### Exercise instructions:
Return, unchanged and with no pictures, the lines below from the very first through the one that contains "28px;border-radius:36px;background:#282626;box-shadow:0 8px 32px".

### Data for analysis:
************

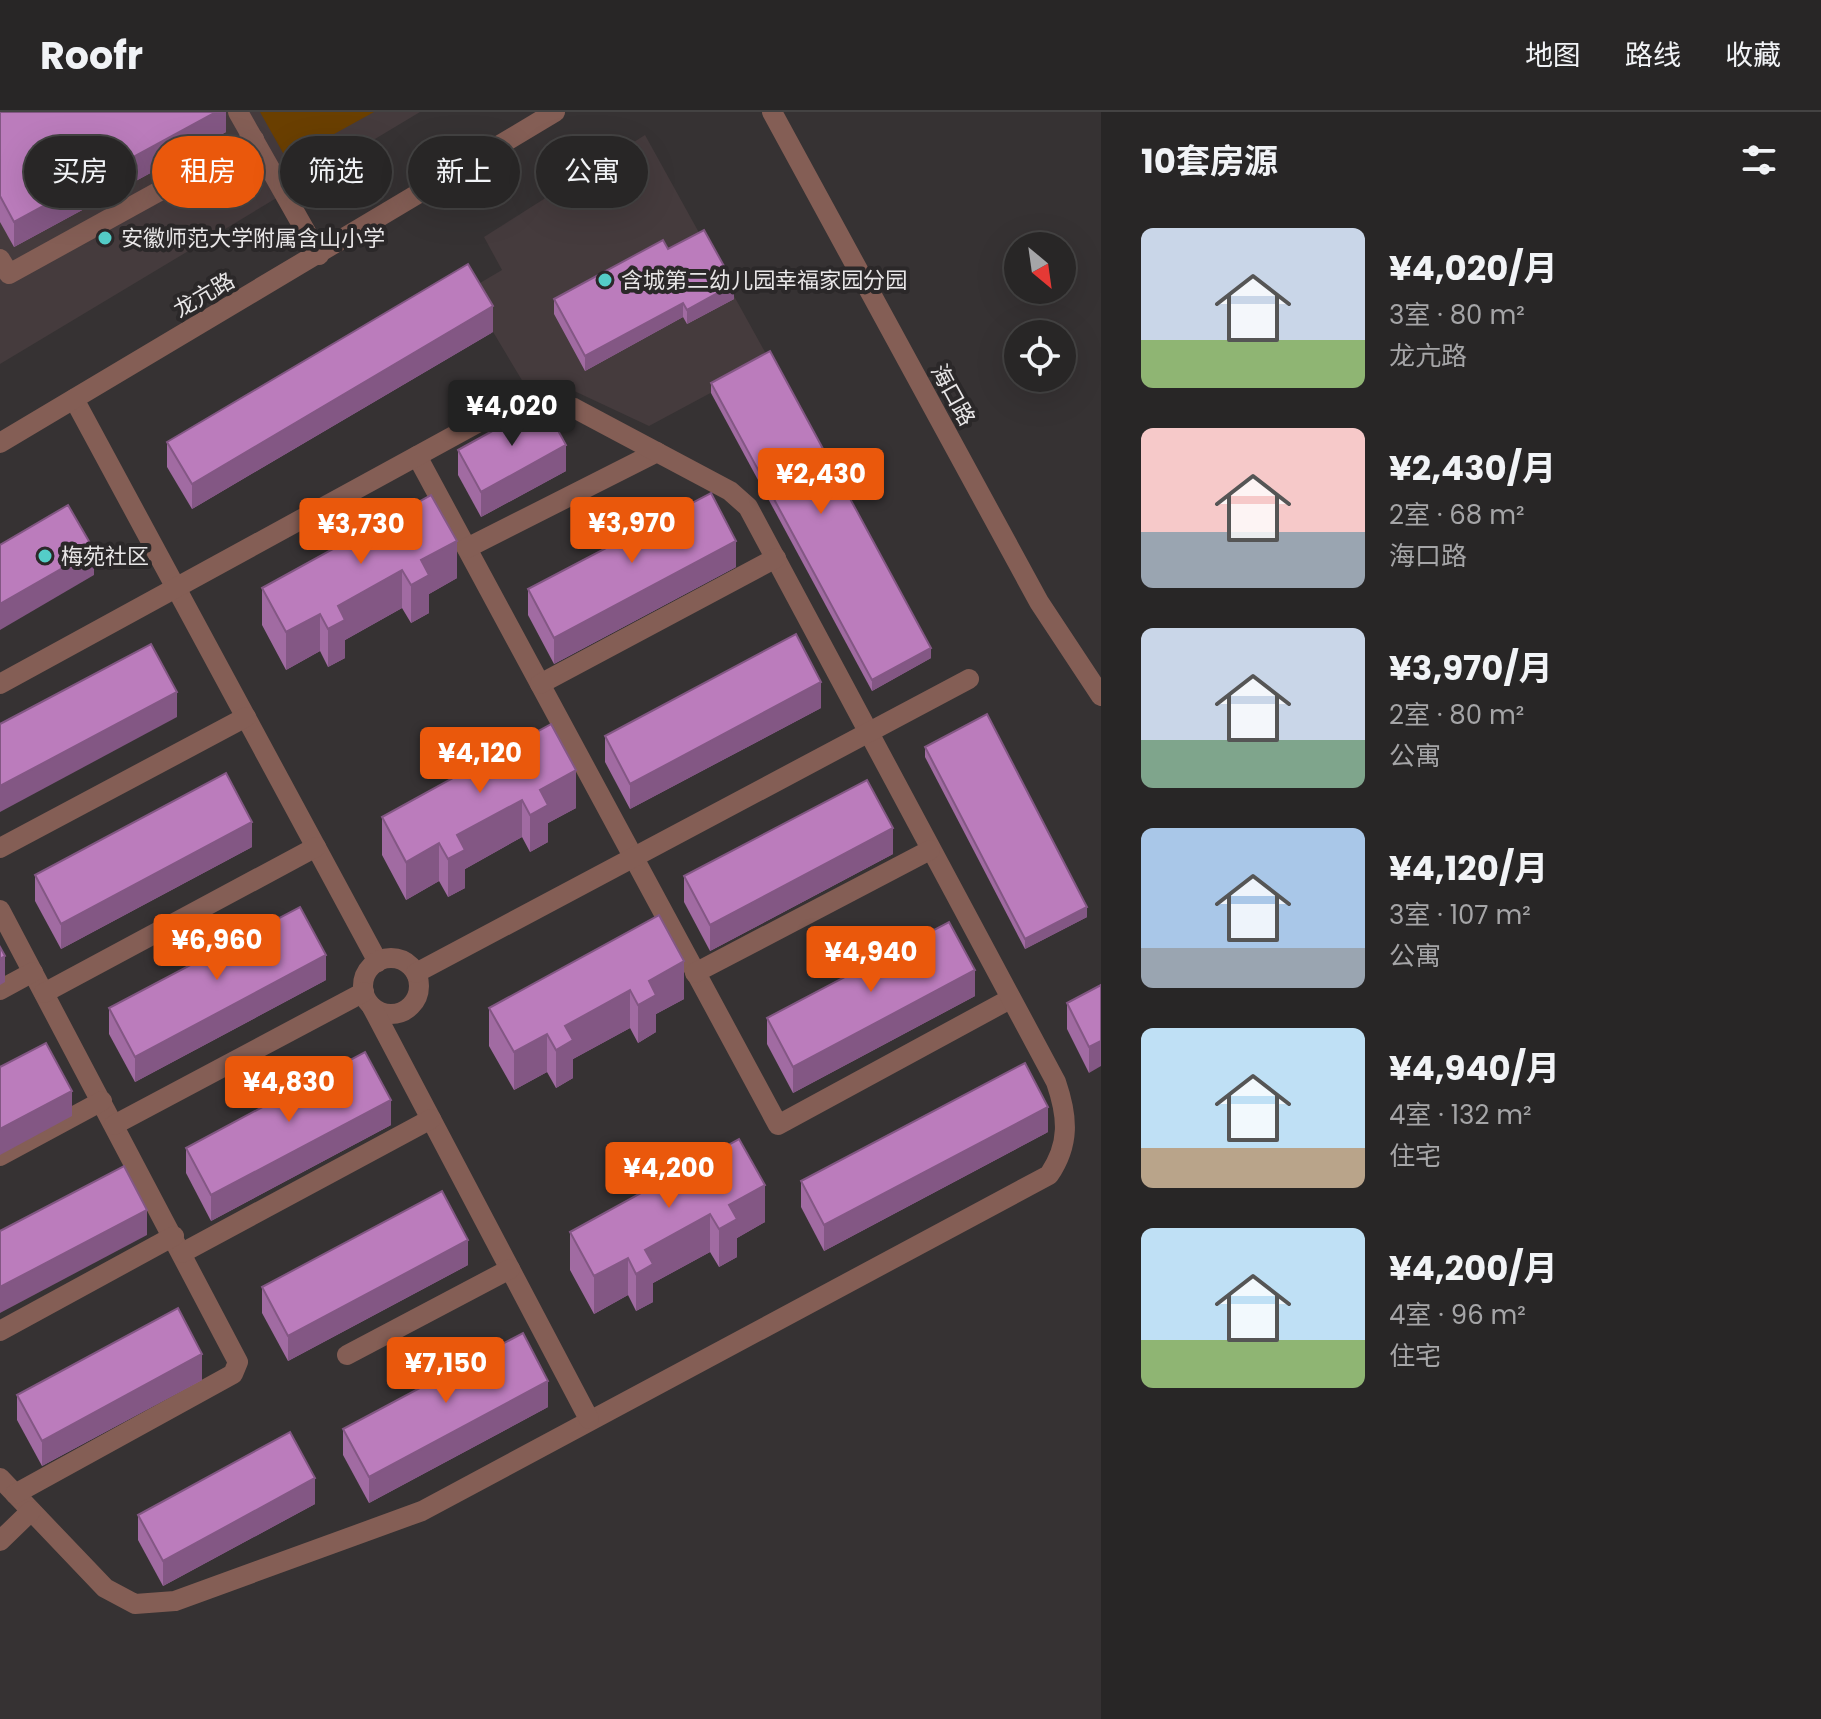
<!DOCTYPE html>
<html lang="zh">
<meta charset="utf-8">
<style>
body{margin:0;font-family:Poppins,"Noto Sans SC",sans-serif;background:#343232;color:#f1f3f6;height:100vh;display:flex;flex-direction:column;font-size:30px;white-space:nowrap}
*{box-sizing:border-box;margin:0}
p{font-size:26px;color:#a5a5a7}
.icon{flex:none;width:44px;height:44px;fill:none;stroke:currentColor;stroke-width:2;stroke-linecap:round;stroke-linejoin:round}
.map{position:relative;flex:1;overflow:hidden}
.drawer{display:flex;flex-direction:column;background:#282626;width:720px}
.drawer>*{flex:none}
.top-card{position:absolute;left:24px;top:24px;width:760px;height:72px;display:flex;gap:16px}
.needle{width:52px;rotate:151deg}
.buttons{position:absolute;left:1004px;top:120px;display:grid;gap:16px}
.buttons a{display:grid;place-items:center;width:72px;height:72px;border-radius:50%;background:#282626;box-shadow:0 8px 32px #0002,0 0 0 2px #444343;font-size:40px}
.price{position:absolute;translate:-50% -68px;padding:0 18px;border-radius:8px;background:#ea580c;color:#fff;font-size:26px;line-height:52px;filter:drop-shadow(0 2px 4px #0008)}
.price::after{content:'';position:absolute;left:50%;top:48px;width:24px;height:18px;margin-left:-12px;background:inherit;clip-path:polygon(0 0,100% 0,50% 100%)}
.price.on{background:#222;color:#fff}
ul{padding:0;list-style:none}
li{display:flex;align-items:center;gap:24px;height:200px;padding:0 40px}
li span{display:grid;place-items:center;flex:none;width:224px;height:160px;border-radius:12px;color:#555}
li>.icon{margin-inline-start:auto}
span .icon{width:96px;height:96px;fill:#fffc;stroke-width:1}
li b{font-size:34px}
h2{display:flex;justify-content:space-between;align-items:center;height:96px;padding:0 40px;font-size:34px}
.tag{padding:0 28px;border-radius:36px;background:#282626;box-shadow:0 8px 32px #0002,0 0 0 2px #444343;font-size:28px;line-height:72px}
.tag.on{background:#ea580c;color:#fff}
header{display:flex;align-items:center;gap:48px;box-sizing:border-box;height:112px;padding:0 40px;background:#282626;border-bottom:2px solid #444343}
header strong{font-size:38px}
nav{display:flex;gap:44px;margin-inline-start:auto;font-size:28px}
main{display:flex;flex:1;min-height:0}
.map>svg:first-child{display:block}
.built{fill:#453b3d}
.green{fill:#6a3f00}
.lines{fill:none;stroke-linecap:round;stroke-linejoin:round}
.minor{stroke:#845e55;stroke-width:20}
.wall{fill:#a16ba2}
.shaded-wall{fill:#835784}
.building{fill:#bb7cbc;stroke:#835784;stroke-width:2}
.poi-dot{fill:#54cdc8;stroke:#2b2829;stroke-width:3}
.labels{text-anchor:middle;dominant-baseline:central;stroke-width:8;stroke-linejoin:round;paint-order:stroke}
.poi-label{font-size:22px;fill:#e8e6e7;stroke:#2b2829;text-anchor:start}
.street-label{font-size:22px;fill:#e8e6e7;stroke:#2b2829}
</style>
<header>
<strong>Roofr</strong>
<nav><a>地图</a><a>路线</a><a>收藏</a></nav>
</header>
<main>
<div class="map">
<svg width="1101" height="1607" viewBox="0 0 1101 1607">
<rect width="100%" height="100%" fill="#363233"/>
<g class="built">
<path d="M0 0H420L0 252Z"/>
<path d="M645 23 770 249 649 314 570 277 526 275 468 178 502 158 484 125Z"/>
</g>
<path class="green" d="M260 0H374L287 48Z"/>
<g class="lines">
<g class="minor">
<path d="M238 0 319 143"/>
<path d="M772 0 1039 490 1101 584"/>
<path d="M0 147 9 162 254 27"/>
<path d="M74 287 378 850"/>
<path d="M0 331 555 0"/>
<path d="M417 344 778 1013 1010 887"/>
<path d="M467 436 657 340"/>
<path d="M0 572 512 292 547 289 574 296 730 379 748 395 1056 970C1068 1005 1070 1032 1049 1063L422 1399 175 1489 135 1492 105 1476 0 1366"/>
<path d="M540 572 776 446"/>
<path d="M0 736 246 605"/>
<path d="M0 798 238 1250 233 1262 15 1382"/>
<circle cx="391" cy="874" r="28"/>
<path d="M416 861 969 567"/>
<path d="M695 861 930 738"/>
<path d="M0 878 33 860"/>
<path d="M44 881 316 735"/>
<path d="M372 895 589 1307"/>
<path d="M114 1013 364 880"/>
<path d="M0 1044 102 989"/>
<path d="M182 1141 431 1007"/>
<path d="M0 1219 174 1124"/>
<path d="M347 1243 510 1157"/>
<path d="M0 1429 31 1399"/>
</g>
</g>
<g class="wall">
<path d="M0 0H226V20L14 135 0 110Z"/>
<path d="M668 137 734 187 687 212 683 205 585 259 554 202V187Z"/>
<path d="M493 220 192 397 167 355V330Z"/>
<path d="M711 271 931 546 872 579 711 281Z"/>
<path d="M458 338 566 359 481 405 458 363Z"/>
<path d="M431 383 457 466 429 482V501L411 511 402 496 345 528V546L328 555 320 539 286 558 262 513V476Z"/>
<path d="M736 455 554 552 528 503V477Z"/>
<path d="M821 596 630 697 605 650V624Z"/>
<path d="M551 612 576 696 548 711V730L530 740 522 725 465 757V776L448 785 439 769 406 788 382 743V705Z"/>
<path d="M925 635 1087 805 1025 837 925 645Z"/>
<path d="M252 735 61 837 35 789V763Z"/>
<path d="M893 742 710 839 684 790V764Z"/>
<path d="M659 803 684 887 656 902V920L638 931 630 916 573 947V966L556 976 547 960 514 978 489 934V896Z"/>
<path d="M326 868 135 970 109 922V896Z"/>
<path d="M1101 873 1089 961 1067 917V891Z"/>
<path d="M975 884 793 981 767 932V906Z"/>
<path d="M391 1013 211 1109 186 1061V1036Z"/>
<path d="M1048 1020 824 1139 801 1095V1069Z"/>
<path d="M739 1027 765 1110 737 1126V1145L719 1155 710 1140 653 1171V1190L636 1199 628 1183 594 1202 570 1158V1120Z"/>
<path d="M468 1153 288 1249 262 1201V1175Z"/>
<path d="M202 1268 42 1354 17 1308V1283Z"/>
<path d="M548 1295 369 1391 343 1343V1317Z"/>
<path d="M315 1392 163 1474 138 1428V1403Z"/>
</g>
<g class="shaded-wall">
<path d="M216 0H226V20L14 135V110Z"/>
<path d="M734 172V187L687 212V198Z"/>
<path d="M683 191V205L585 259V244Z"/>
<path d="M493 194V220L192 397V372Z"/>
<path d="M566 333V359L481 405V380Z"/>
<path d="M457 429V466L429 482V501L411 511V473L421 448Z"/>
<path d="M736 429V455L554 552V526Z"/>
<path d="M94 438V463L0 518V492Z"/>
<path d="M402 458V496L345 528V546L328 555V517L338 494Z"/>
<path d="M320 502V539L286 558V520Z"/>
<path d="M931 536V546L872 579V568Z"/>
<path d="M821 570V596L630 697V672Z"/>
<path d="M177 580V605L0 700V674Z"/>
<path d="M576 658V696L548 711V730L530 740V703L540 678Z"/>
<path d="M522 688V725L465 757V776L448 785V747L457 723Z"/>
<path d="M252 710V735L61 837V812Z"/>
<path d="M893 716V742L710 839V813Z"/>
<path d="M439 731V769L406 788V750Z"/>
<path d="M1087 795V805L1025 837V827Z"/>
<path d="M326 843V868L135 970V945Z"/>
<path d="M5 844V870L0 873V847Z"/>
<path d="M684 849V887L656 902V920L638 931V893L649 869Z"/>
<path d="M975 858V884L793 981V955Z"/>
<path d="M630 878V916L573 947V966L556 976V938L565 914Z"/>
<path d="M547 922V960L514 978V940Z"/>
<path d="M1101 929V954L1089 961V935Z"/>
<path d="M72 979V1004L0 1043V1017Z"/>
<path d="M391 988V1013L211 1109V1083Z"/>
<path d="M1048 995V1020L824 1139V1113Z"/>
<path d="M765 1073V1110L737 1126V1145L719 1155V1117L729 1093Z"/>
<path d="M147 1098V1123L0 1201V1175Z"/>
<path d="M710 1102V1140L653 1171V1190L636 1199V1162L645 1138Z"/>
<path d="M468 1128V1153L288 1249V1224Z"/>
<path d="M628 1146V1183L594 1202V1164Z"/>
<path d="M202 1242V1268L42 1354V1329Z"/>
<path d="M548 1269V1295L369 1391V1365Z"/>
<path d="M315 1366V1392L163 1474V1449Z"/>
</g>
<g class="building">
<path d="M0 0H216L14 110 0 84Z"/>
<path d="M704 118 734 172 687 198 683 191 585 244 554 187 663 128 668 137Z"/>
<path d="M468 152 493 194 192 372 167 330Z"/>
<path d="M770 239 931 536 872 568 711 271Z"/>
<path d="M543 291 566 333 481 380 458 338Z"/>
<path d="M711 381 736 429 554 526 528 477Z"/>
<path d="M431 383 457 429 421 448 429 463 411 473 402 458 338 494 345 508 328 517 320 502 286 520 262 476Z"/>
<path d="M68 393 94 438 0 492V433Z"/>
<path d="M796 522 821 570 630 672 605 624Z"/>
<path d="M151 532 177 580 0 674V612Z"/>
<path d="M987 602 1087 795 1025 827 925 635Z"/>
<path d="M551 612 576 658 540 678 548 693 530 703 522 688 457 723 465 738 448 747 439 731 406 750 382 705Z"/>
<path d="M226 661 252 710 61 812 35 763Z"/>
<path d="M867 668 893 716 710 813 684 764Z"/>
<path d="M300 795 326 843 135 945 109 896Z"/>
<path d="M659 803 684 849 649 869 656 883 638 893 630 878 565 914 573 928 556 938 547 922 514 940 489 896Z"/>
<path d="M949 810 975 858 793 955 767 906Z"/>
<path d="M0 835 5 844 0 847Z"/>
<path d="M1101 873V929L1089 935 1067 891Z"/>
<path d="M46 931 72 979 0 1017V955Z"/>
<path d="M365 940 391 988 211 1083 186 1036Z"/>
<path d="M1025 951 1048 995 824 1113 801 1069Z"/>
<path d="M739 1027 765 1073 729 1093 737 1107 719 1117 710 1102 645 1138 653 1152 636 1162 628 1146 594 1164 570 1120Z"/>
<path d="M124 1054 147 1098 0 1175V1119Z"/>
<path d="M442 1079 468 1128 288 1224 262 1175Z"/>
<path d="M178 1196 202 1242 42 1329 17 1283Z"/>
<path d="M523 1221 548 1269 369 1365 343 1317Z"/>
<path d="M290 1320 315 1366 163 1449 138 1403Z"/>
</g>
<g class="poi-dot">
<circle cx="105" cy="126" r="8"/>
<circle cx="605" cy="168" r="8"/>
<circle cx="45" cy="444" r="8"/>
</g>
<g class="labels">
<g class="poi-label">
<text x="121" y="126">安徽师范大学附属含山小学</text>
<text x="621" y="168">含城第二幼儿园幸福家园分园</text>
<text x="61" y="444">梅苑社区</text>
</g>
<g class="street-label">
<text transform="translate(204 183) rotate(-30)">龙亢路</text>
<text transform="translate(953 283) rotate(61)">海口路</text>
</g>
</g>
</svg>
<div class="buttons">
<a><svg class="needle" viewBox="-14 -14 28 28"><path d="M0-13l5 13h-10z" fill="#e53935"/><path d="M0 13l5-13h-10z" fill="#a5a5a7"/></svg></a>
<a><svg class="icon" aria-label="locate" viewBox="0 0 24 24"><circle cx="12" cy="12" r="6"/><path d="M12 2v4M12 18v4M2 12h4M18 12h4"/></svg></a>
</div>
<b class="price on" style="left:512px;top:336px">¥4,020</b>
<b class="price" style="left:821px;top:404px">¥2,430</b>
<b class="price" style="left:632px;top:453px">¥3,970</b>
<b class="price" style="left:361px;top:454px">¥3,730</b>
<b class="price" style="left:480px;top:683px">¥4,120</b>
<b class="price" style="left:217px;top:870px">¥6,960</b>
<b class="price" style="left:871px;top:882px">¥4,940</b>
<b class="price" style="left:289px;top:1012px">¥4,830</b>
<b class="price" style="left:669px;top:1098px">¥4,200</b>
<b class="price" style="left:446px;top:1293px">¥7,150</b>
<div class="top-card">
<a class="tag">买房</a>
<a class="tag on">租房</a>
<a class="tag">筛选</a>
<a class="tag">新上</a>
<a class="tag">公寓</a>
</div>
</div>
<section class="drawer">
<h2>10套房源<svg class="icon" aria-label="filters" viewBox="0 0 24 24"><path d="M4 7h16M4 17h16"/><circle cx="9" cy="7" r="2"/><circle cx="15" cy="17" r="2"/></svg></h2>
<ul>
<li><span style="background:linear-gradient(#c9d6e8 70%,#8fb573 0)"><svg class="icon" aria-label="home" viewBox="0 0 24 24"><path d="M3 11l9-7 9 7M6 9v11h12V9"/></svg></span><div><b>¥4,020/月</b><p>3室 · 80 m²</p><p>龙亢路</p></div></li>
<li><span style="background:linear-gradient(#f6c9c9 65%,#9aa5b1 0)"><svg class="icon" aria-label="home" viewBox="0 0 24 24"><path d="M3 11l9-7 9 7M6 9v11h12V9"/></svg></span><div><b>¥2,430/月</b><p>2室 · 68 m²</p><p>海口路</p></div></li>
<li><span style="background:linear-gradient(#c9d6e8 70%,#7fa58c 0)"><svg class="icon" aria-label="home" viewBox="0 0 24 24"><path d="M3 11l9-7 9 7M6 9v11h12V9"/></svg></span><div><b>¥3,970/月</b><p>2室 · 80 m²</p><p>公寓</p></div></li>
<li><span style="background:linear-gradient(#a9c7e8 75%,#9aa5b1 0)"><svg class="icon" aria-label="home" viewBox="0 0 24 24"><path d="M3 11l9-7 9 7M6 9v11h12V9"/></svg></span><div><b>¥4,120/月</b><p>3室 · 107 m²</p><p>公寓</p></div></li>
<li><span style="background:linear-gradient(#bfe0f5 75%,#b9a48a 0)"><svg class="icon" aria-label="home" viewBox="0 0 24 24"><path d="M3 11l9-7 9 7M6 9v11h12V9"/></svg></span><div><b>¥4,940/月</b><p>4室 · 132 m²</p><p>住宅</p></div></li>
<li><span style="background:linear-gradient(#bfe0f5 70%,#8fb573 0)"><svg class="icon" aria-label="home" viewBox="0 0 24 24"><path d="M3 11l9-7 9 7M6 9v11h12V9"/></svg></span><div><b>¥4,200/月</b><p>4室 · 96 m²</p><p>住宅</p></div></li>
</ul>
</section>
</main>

************

### Solved problem:
<!DOCTYPE html>
<html lang="zh">
<meta charset="utf-8">
<style>
body{margin:0;font-family:Poppins,"Noto Sans SC",sans-serif;background:#343232;color:#f1f3f6;height:100vh;display:flex;flex-direction:column;font-size:30px;white-space:nowrap}
*{box-sizing:border-box;margin:0}
p{font-size:26px;color:#a5a5a7}
.icon{flex:none;width:44px;height:44px;fill:none;stroke:currentColor;stroke-width:2;stroke-linecap:round;stroke-linejoin:round}
.map{position:relative;flex:1;overflow:hidden}
.drawer{display:flex;flex-direction:column;background:#282626;width:720px}
.drawer>*{flex:none}
.top-card{position:absolute;left:24px;top:24px;width:760px;height:72px;display:flex;gap:16px}
.needle{width:52px;rotate:151deg}
.buttons{position:absolute;left:1004px;top:120px;display:grid;gap:16px}
.buttons a{display:grid;place-items:center;width:72px;height:72px;border-radius:50%;background:#282626;box-shadow:0 8px 32px #0002,0 0 0 2px #444343;font-size:40px}
.price{position:absolute;translate:-50% -68px;padding:0 18px;border-radius:8px;background:#ea580c;color:#fff;font-size:26px;line-height:52px;filter:drop-shadow(0 2px 4px #0008)}
.price::after{content:'';position:absolute;left:50%;top:48px;width:24px;height:18px;margin-left:-12px;background:inherit;clip-path:polygon(0 0,100% 0,50% 100%)}
.price.on{background:#222;color:#fff}
ul{padding:0;list-style:none}
li{display:flex;align-items:center;gap:24px;height:200px;padding:0 40px}
li span{display:grid;place-items:center;flex:none;width:224px;height:160px;border-radius:12px;color:#555}
li>.icon{margin-inline-start:auto}
span .icon{width:96px;height:96px;fill:#fffc;stroke-width:1}
li b{font-size:34px}
h2{display:flex;justify-content:space-between;align-items:center;height:96px;padding:0 40px;font-size:34px}
.tag{padding:0 28px;border-radius:36px;background:#282626;box-shadow:0 8px 32px #0002,0 0 0 2px #444343;font-size:28px;line-height:72px}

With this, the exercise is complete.